■ **WHAT YOU ARE ASKED TO DO**: Each line from the opening of the material through the line holding "0 #909090) drop-shadow(-1px" needs to be returned exactly, with the pictures left out.

Segment Start: RECORDS FOR PROCESSING

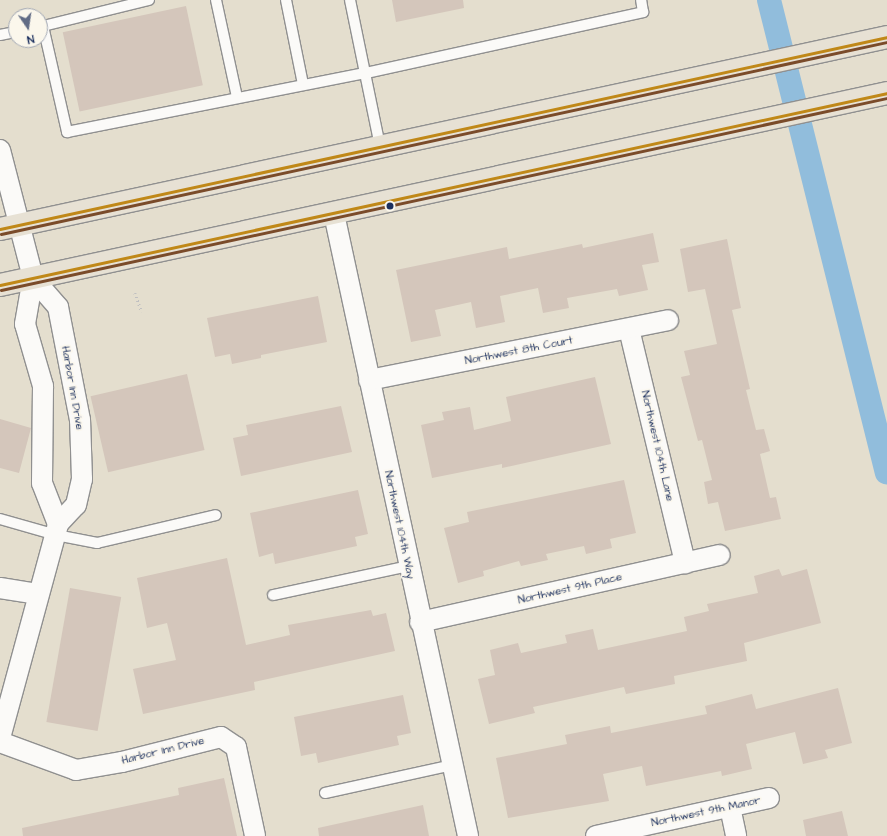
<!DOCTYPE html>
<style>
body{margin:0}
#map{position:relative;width:887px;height:836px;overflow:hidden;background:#e4dece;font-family:"Architects Daughter",sans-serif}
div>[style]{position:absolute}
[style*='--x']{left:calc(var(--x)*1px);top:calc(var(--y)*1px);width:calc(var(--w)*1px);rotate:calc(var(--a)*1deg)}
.canal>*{height:24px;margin:-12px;padding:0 12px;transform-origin:12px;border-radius:12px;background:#91bddc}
.building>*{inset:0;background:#d4c6bb;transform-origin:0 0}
.path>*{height:2.5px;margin-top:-1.25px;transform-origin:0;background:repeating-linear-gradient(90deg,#bfbfc1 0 1px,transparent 0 4px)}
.roads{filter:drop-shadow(1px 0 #909090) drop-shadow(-1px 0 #909090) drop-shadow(0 1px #909090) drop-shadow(0 -1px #909090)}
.lane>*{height:10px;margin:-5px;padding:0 5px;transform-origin:5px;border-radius:5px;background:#fbfaf8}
.street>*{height:20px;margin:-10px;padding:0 10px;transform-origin:10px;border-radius:10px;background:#fbfaf8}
.primary>*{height:22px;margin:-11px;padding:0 11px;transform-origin:11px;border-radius:11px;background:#e7e1d4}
.bus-1>*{height:3px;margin:-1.5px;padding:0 1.5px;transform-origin:1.5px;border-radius:1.5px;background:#c08818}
.bus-2>*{height:3px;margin:-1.5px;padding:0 1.5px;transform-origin:1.5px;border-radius:1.5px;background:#7a4b2a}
.dots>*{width:11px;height:11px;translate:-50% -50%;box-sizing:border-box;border:2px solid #fbf7ec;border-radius:50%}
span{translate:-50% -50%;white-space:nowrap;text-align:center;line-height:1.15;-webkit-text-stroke:3.5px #fbf7ec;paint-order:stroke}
.street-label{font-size:11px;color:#1b2f5e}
.north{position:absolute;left:8px;top:8px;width:40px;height:40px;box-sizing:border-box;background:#fbf7ec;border:1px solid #a1a7b3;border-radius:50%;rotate:167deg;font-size:11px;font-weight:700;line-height:16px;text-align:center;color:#1b2f5e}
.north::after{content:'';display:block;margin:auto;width:14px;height:18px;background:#616c85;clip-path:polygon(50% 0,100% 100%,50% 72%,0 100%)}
</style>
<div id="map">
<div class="canal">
<div style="--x:769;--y:0;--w:487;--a:76"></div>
</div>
<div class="building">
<div style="clip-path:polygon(392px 0,463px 0,464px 8px,396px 22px)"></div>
<div style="left:186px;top:6px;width:81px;height:126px;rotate:78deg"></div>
<div style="clip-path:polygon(653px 233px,659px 262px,642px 265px,648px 290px,619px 296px,617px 289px,567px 298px,569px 308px,543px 313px,538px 288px,500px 296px,505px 322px,476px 328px,471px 302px,435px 310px,441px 336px,411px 342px,396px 270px,507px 247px,509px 259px,582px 244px,583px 248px)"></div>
<div style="clip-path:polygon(727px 239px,741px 308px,732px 310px,750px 389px,746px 390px,756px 430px,764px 429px,770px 451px,760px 454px,770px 498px,776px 497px,781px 519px,725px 531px,718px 502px,708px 504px,704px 482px,712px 480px,702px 440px,698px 441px,681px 377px,690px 375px,684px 351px,717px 344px,705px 289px,688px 292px,680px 249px)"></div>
<div style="clip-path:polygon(318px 296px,327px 342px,261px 355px,261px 358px,232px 364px,230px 354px,215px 357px,207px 318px)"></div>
<div style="left:187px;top:374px;width:78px;height:99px;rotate:77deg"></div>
<div style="clip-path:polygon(595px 377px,611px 444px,502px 468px,502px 464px,432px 478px,421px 425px,444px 420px,442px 412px,470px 407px,474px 430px,511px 421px,506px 397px)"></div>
<div style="clip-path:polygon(341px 406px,352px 452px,241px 476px,233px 438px,248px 435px,246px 425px)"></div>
<div style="clip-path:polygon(0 419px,31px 428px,19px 473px,0 468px)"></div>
<div style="clip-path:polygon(624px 480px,636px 533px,610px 539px,612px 548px,586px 554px,584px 546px,546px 554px,548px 560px,521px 566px,519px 561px,483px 571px,484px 576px,458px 583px,444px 528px,469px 522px,467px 512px)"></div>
<div style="clip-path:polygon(358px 490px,368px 534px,355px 537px,357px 546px,275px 564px,273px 553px,259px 557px,250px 513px)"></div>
<div style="clip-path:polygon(227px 558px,246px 645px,290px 635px,288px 625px,371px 610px,373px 616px,386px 613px,395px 651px,254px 682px,255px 690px,143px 714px,133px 669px,176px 660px,167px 623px,147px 628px,137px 578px)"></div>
<div style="clip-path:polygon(779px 569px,782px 576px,807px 569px,821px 623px,744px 643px,747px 661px,674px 676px,675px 684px,626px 694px,624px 687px,533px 707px,535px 713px,489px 724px,478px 679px,495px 675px,490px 650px,518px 643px,521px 653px,567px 643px,565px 635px,593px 629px,598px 650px,687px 631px,684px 617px,709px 611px,707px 604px,758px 593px,754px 576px)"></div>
<div style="left:70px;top:588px;width:52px;height:136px;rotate:10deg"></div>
<div style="clip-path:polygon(838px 688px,852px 743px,825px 750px,828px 758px,803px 764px,795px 732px,746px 744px,752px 769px,722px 776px,721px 771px,646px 786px,642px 766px,603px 774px,609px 801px,508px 818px,496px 758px,567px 744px,565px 735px,610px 726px,611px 733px,707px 714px,705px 706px,752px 694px,756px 709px)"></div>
<div style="clip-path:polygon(403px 695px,411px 733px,397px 736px,399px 745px,318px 763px,316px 753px,301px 756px,294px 717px)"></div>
<div style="clip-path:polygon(224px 778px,237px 836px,23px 836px,22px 828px,179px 795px,178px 788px)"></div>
<div style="clip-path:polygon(423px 805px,429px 836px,319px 836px,318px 828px)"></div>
<div style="clip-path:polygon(842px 811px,848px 836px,806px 836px,803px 820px)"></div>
</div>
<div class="path">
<div style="--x:135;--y:293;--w:20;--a:70"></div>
</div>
<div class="roads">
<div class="lane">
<div style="--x:149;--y:0;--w:109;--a:166.2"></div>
<div style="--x:43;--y:26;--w:109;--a:77.2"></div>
<div style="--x:67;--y:132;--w:305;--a:-11.2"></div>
<div style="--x:366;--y:73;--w:284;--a:-12.4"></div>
<div style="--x:643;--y:12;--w:12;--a:-99"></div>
<div style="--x:216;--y:0;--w:99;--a:77.8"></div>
<div style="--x:286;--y:0;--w:86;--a:78.6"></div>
<div style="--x:350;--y:0;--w:149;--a:78.4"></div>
<div style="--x:0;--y:35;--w:16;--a:-11"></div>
<div style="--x:0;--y:519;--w:58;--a:15.9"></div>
<div style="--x:56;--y:535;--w:42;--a:11"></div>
<div style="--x:97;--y:543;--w:122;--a:-13.2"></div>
<div style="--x:273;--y:595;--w:138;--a:-12.1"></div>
<div style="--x:325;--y:793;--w:130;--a:-12.4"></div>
</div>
<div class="street">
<div style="--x:0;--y:150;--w:132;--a:75.5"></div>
<div style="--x:33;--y:278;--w:47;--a:99.9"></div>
<div style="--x:25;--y:324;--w:65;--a:73.8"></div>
<div style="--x:43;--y:386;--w:97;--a:90.6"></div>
<div style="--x:42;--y:483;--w:44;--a:68.7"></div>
<div style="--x:334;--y:214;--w:636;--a:77.84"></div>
<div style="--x:629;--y:329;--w:241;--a:76.5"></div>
<div style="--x:369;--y:380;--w:305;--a:-11.3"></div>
<div style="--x:0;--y:588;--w:39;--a:9"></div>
<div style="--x:420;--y:622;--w:307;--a:-12.6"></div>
<div style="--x:0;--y:738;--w:222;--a:-74.8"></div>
<div style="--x:58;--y:524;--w:26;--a:-47"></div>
<div style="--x:76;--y:505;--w:27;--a:-77"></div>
<div style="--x:82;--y:479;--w:59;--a:-91.9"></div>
<div style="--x:80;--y:420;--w:115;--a:-101"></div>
<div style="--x:58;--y:307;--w:38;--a:-131"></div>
<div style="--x:0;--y:742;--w:81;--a:20.2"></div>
<div style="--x:76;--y:770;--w:47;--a:-9.9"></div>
<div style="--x:122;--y:762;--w:102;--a:-14.2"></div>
<div style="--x:221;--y:737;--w:18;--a:34"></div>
<div style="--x:236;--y:747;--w:91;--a:77.9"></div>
<div style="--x:730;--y:807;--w:30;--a:78"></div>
<div style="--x:596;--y:836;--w:177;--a:-12.4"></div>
</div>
<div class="primary">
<div style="--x:0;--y:229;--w:908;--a:-12.21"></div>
<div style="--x:0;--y:285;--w:908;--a:-12.21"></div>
</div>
</div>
<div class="bus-1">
<div style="--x:0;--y:229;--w:908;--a:-12.21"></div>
<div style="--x:0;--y:285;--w:908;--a:-12.21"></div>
</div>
<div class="bus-2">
<div style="--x:1;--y:234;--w:907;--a:-12.23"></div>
<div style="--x:1;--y:290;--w:907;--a:-12.23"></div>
</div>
<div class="dots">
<div style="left:390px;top:206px;background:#1b2f5e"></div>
</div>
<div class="street-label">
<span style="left:519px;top:351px;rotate:-11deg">Northwest 8th Court</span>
<span style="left:72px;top:388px;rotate:80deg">Harbor Inn Drive</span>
<span style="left:657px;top:446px;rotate:77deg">Northwest 104th Lane</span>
<span style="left:399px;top:525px;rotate:78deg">Northwest 104th Way</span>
<span style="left:570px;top:589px;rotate:-13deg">Northwest 9th Place</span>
<span style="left:163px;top:751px;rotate:-14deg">Harbor Inn Drive</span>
<span style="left:706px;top:812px;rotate:-12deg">Northwest 9th Manor</span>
</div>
<div class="north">N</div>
</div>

Segment End: RECORDS FOR PROCESSING

■ **SOLUTION**:
<!DOCTYPE html>
<style>
body{margin:0}
#map{position:relative;width:887px;height:836px;overflow:hidden;background:#e4dece;font-family:"Architects Daughter",sans-serif}
div>[style]{position:absolute}
[style*='--x']{left:calc(var(--x)*1px);top:calc(var(--y)*1px);width:calc(var(--w)*1px);rotate:calc(var(--a)*1deg)}
.canal>*{height:24px;margin:-12px;padding:0 12px;transform-origin:12px;border-radius:12px;background:#91bddc}
.building>*{inset:0;background:#d4c6bb;transform-origin:0 0}
.path>*{height:2.5px;margin-top:-1.25px;transform-origin:0;background:repeating-linear-gradient(90deg,#bfbfc1 0 1px,transparent 0 4px)}
.roads{filter:drop-shadow(1px 0 #909090) drop-shadow(-1px 0 #909090) drop-shadow(0 1px #909090) drop-shadow(0 -1px #909090)}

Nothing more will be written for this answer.